Thomas Cromwell, chief of Tactical Security, was first to speak. “The problem is, we can’t infiltrate them because they’ve basically kept to these small village groups where everybody knows everybody. And while everybody’s civil and friendly enough, at least so far, they volunteer virtually no information. We’ve gotten more from hostile crowds than from this one. And there are no records, no depictions of their arrival, no legends that they’ve allowed us to hear, nothing. Even the kids don’t talk.”

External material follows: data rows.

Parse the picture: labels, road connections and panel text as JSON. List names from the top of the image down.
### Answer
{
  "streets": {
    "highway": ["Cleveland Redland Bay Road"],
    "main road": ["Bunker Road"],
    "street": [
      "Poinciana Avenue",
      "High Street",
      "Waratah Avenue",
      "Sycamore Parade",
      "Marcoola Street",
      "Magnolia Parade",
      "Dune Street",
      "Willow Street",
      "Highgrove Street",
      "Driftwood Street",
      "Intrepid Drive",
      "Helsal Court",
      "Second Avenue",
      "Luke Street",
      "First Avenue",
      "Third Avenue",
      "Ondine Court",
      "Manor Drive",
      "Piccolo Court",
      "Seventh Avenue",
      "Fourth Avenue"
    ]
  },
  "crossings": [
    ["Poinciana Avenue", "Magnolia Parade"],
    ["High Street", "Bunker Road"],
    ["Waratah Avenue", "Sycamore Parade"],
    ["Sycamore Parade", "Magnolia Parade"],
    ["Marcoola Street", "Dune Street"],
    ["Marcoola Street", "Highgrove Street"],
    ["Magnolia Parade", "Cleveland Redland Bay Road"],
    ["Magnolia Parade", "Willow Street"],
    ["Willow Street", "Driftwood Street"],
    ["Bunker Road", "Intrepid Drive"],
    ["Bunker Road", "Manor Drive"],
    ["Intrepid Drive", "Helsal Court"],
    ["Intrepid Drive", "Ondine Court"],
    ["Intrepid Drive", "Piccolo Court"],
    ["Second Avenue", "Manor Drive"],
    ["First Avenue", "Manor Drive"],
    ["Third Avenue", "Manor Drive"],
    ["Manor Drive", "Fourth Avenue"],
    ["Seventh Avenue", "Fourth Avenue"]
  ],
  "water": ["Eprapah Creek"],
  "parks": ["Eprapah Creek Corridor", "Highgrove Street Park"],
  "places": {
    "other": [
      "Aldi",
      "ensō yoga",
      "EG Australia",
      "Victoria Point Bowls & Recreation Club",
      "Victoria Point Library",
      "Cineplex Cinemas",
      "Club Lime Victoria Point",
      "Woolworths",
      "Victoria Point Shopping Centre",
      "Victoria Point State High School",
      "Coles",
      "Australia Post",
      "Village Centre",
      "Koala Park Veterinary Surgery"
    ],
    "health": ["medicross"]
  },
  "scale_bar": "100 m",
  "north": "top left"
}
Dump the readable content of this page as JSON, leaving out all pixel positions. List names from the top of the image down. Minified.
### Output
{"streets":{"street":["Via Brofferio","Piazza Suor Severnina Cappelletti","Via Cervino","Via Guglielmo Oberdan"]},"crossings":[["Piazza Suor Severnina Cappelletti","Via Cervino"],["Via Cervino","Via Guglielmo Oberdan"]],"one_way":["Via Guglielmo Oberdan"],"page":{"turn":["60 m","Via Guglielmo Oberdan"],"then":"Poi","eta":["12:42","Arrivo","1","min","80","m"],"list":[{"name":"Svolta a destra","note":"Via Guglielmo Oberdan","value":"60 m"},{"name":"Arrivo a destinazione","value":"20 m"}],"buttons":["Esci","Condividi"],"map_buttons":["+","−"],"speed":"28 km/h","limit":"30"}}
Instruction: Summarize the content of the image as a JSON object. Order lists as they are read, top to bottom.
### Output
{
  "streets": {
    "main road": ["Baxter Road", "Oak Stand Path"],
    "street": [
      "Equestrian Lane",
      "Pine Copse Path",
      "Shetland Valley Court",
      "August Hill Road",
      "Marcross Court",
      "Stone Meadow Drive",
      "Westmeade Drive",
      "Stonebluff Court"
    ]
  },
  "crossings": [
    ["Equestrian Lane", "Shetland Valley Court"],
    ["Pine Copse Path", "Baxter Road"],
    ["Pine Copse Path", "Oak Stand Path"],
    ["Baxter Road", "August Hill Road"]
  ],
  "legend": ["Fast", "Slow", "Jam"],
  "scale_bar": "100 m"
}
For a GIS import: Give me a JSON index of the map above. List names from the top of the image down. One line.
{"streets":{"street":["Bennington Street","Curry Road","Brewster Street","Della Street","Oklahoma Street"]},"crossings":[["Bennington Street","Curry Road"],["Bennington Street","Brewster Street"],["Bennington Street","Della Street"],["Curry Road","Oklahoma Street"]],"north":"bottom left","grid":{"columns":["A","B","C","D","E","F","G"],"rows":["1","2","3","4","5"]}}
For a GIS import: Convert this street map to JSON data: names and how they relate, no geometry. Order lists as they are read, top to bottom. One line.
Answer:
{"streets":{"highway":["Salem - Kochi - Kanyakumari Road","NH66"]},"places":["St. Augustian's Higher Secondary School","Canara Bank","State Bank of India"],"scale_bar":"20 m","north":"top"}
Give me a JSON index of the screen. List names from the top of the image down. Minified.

The big preacher nodded. “It’s not so much a closed society as a socially libertarian one. Everybody minds their own business, period. From what I’ve been able to tell from all the reports, while there are leader types there appears to be no civil authority, either on a village or larger level. Zip. And they have a brisk and well-organized trading system that brings things here and elsewhere that are needed in a smoothly functioning barter system, but nobody runs it. Nor is there any apparent crime, hence, no police. Governments began in ancient times because people got scared. Scared of the gods, scared of marauding tribes, scared of other countries. They organized collectively to mass their defenses, and, if that wasn’t enough, they basically wound up selling their freedom to the meanest, nastiest group of killers around who got absolute power in a bargain that said these killers would protect the people from all outside sources of harm. Tribal chieftains, allied with priests and shamans, with their warriors evolved into princes and then kings and emperors, dictators and ruling bodies. The odd thing is, I sense real fear running through these people, but not what it is they are afraid of. And I see no evidence that fear, unlike all other times in history, has led to a breakdown in the simple village assignments based on work. It’s bizarre.”

They were silent for a moment, trying to figure out where to go, and Eve, who was a little scared herself just to be in this kind of company, nonetheless felt she had to put herself into the deliberations. “Excuse me, sir? Sirs?”

“Yes, child? What is it?” the white-bearded leader asked.

“They are hiding all this from us, and it’s worldwide and deliberate. I can prove it.”

“Go on.”

“Those people who came tonight—they were reading their Bibles. They were following along.”

“Yes?”

“Sir, there aren’t any books! There aren’t any records, computers, you name it. All those people could read our Bibles, but they have nothing at all to read of their own!

“Well, I’ll be damned!” muttered Woodward, thunderstruck at how he could define exactly how many angels were on the heads of pins and yet miss something that obvious. “Have you seen any sign of schools? Of where they learn to read?”

“No, sir. Not even the most primitive slate drawing boards or gathering halls. Children are basically baby-sat until they’re big, and then, starting as young as seven or eight, they go off into the fields and help with the work or they do work under grown-up supervision in the villages.”

They considered that. “Just how long do you think these people have been here?” Woodward asked them.

“Centuries. At least a century, maybe a century and a half, anyway,” John Robey replied. “We had a careful examination of the original site, we dated the defense computers coming in at older than that, and none of the arsenal seems to date past the Great Silence. Besides, sir, this continent is quite well developed. You can’t do that overnight.”